The offer is subject to a minimum acceptance threshold of 50 percent. If this is not reached, the transaction cannot be executed and the Rights Offering resolved at the Extraordinary General Meeting on 20 January 2021 cannot be carried out. Without a successful closing of the transaction, the Fiber Champion strategy cannot be implemented, which in the view of the Management Board and Supervisory Board would probably result in a negative share price development.
Shareholders can accept the offer since the publication of the offer document on 1 February 2021. The acceptance period is six weeks and ends (subject to an extension) on 15 March 2021. In addition to the minimum acceptance threshold of 50 percent, the offer is subject to a sufficient number of waivers of termination rights by bondholders and creditors due to a change of control as well as regulatory approvals. Closing of the takeover offer is expected in the second quarter of 2021.
About Tele Columbus
Tele Columbus AG is one of Germany’s leading fibre network operators, which reaches more than three million homes. Through its brand PŸUR, the Company offers high-speed internet including telephony and more than 250 TV channels on a digital entertainment platform that combines linear TV with video on demand entertainment. To its housing as-sociation partners the Tele Columbus Group offers tailored models of cooperation and state-of-the-art services such as telemetric and tenant portals. As a full-service partner for municipalities and regional utilities, the Company is actively supporting the fibre-based infrastructure and broadband internet expansion in Germany. For its business customers, the Group offers carrier services and corporate solutions on its proprietary fibre network. Besides its headquarter in Berlin, the Company has locations in Hamburg, Leipzig, Ratingen and Unterföhring. Since January 2015, Tele Columbus AG is listed on the regulated market (Prime Standard) of the Frankfurt Stock exchange.

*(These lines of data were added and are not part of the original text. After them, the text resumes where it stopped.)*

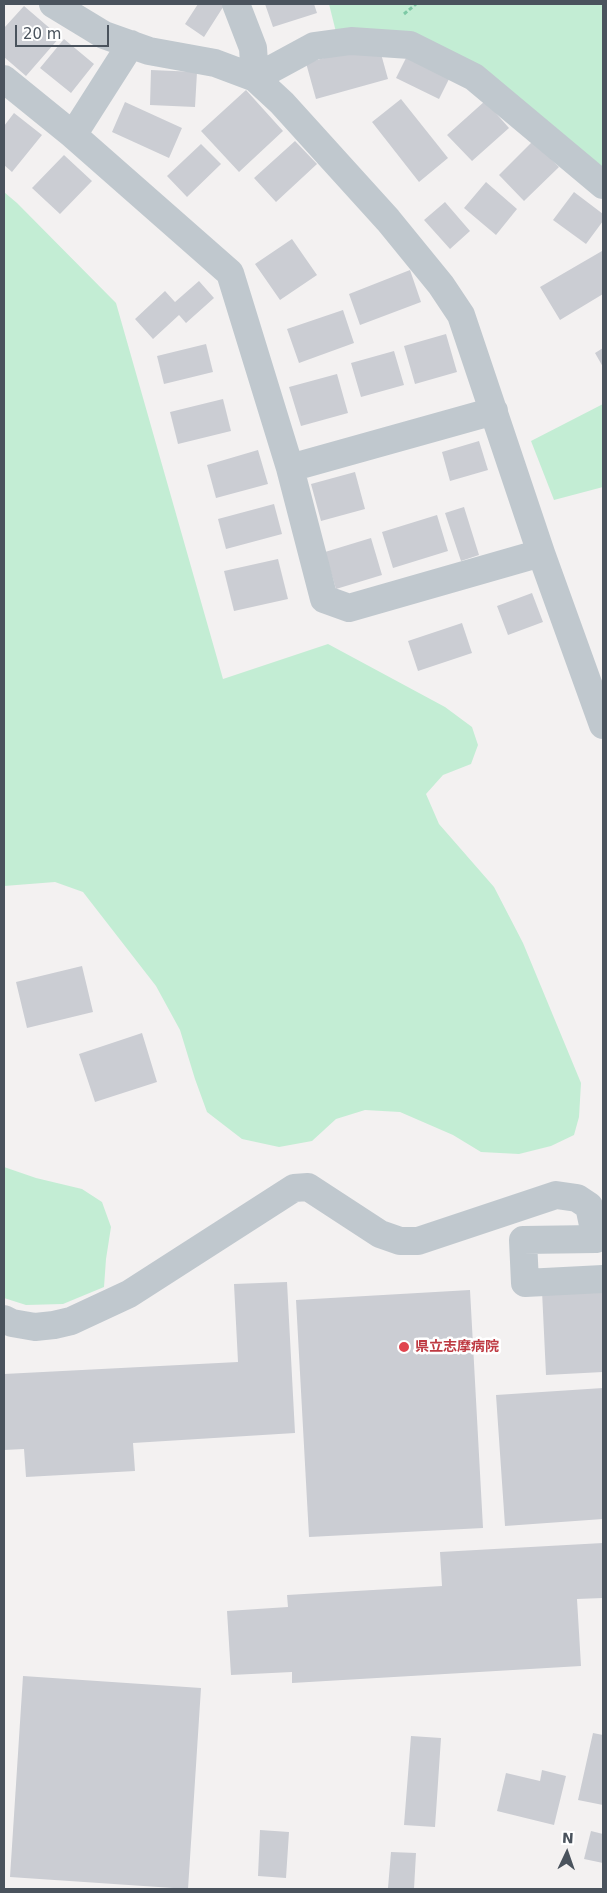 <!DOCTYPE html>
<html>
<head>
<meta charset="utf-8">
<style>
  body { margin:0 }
  #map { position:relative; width:607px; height:1893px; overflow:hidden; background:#f3f1f1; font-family:"DejaVu Sans",sans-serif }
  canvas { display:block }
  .frame { position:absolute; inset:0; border:5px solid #4a535d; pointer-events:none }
  .north { position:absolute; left:542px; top:1828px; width:50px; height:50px; -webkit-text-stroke:4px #fff; paint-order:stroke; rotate:3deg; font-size:14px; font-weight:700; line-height:20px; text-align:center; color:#4a535d }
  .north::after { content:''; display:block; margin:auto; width:18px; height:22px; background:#4a535d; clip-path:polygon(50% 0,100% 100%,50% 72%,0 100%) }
  .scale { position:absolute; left:15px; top:25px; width:94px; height:22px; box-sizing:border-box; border:2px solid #4a535d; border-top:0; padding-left:6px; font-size:15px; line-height:18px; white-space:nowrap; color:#4a535d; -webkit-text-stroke:4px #fff; paint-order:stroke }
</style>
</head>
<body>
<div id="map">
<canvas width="607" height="1893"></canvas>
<div class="frame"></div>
<div class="north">N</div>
<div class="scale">20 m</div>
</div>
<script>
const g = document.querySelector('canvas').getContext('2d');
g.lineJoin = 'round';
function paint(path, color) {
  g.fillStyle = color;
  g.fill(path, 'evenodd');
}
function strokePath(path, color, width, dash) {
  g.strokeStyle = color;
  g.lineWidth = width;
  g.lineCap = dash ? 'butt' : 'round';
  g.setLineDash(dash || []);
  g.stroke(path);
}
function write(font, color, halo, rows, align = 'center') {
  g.font = font + ' "DejaVu Sans","Noto Sans JP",sans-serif';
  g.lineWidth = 5;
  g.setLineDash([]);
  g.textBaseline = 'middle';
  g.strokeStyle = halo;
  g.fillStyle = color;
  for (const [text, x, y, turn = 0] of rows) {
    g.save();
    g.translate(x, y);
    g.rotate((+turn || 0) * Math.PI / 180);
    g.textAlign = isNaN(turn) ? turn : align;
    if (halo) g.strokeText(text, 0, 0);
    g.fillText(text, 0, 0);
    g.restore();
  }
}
paint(new Path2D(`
  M 329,4 L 603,4 L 603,193 L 477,70 L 336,32 Z
  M 4,192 L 17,203 L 116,303 L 223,679 L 328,644 L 445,707 L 472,727 L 478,745 L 471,764 L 443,775 L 426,794 L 439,824 L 494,887 L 523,943 L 581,1083 L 579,1117 L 574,1135 L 551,1146 L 519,1154 L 481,1152 L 453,1135 L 400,1112 L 365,1110 L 336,1119 L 312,1141 L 279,1147 L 242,1139 L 207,1112 L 195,1079 L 180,1030 L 156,986 L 83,892 L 55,882 L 4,886 Z
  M 603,404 L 603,487 L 554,500 L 531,441 Z
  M 4,1167 L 36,1178 L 82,1189 L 102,1202 L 111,1227 L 106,1259 L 104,1287 L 63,1304 L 26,1305 L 4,1298 Z`), '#c3edd4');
paint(new Path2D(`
  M 198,4 L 225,4 L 204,37 L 185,24 Z
  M 265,4 L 314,4 L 317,13 L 273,27 Z
  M 24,6 L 60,37 L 26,76 L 4,57 L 4,28 Z
  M 64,39 L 94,64 L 71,93 L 40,68 Z
  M 378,43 L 388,79 L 316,99 L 306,63 Z
  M 409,52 L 452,73 L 439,99 L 396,78 Z
  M 151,70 L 197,72 L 195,107 L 150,105 Z
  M 246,90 L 283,131 L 239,172 L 201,131 Z
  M 401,99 L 448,158 L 419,182 L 372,122 Z
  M 485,101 L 509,128 L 472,161 L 447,135 Z
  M 125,102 L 182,128 L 169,158 L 112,132 Z
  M 14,113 L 42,135 L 12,172 L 4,165 L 4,126 Z
  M 295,141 L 317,164 L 276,202 L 254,178 Z
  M 533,141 L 559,167 L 524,201 L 499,175 Z
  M 201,144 L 221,164 L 187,197 L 167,176 Z
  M 64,155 L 92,181 L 60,214 L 32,188 Z
  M 486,182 L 517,209 L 496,235 L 464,208 Z
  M 574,192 L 603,214 L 603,221 L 586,244 L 553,220 Z
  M 445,202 L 470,231 L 450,249 L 424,220 Z
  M 292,239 L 317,275 L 280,300 L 255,264 Z
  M 602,251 L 603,253 L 603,294 L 560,320 L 540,287 Z
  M 410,270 L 421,302 L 360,325 L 349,294 Z
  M 199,281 L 214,298 L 186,323 L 179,315 L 153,339 L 135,319 L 165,291 L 175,302 Z
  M 343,310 L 354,343 L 299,363 L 287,329 Z
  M 446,334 L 457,372 L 415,384 L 404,346 Z
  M 206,344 L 213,372 L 164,384 L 157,356 Z
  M 603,348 L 603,367 L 595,353 Z
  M 394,351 L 404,385 L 361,397 L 351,363 Z
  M 337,374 L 348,413 L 301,426 L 289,387 Z
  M 223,399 L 231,431 L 178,444 L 170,412 Z
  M 479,441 L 488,470 L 450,481 L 442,452 Z
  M 258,450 L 268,484 L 216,498 L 207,465 Z
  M 355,472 L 365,509 L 321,521 L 311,484 Z
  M 274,504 L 282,534 L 226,549 L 218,519 Z
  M 464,507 L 479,555 L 461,561 L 445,513 Z
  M 437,515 L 448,551 L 393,568 L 382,532 Z
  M 371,538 L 382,575 L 336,589 L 325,552 Z
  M 278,559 L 288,599 L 234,611 L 224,571 Z
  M 532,593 L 543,622 L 508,635 L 497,606 Z
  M 462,623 L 472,653 L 418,671 L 408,641 Z
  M 82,966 L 93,1012 L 27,1028 L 16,982 Z
  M 142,1033 L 157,1082 L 95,1102 L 79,1054 Z
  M 287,1282 L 295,1433 L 133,1443 L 135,1471 L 26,1477 L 24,1449 L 4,1450 L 4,1374 L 238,1362 L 234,1284 Z
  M 603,1287 L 603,1372 L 546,1375 L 542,1291 Z
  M 470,1290 L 483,1528 L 309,1537 L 296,1300 Z
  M 603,1388 L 603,1519 L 505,1526 L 496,1395 Z
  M 603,1543 L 603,1598 L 577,1599 L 581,1666 L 292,1683 L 292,1672 L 231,1675 L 227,1611 L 288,1607 L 287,1595 L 442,1586 L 440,1552 Z
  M 23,1676 L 201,1688 L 188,1889 L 10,1877 Z
  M 593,1733 L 603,1735 L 603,1805 L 578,1800 Z
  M 411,1736 L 441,1738 L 435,1827 L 404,1825 Z
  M 542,1770 L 566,1776 L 554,1825 L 497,1811 L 506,1773 L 540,1781 Z
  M 260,1830 L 289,1832 L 286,1878 L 258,1876 Z
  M 591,1831 L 603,1834 L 603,1863 L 584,1859 Z
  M 391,1852 L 416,1853 L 414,1889 L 388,1888 Z`), '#cbcdd3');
strokePath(new Path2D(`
  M 404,14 L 416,4`), '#7dc9a5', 3, [4, 2.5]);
strokePath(new Path2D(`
  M 53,4 L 104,35 L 149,51 L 215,63 L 255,78 L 282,103 L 388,220 L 441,285 L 461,315 L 541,553 L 603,725
  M 236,4 L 253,48 L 255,78 L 314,46 L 351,41 L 410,45 L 474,77 L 603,185
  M 4,79 L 73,135 L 230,273 L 290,468 L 324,599 L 349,608 L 541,553
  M 73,135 L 131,44
  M 290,468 L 494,411
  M 4,1319 L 12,1323 L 35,1327 L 54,1325 L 71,1321 L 129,1294 L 294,1188 L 308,1187 L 380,1234 L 400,1241 L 418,1241 L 556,1195 L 577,1198 L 589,1206 L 596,1239 L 523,1240 L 525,1283 L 603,1279`), '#c0c8ce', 28);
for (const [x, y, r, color] of [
  [404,1347,6,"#e0444e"]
]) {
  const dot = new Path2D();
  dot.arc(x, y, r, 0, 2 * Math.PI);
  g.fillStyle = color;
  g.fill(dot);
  strokePath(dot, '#fff', 2);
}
write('bold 14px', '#be3a42', '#fff', [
  ["県立志摩病院",415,1347]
], 'left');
</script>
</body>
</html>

This release may contain forward-looking statements. These statements reflect the Company’s current knowledge and expectations and projections about future events. By their nature, forward-looking statements involve a number of risks, uncertainties, assumptions and other factors that could cause actual results or events to differ materially from those expressed or implied by the forward-looking statements. Such risks, uncertainties and assumptions may cause our actual results, performance or achievements to differ materially from those expressed or implied by such forward-looking statements. In light of these risks and uncertainties, the forward-looking events and circumstances discussed in this release may not occur and actual results could differ materially from those anticipated or implied in the forward-looking statements.
All information contained in this release has been carefully prepared. However, no reliance may be placed for any purposes whatsoever on the information contained in this document or on its completeness.
This release does not constitute or form part of, and should not be construed as, and offered to sell or issue, or the solicitation of an offer to purchase, subscribe to or acquire, securities of the Company, or an inducement to enter into investment activity in the United States. No part of this release, nor the fact of its distribution, should form the basis of, or be relied on in connection with, any contract or commitment or investment decision whatsoever.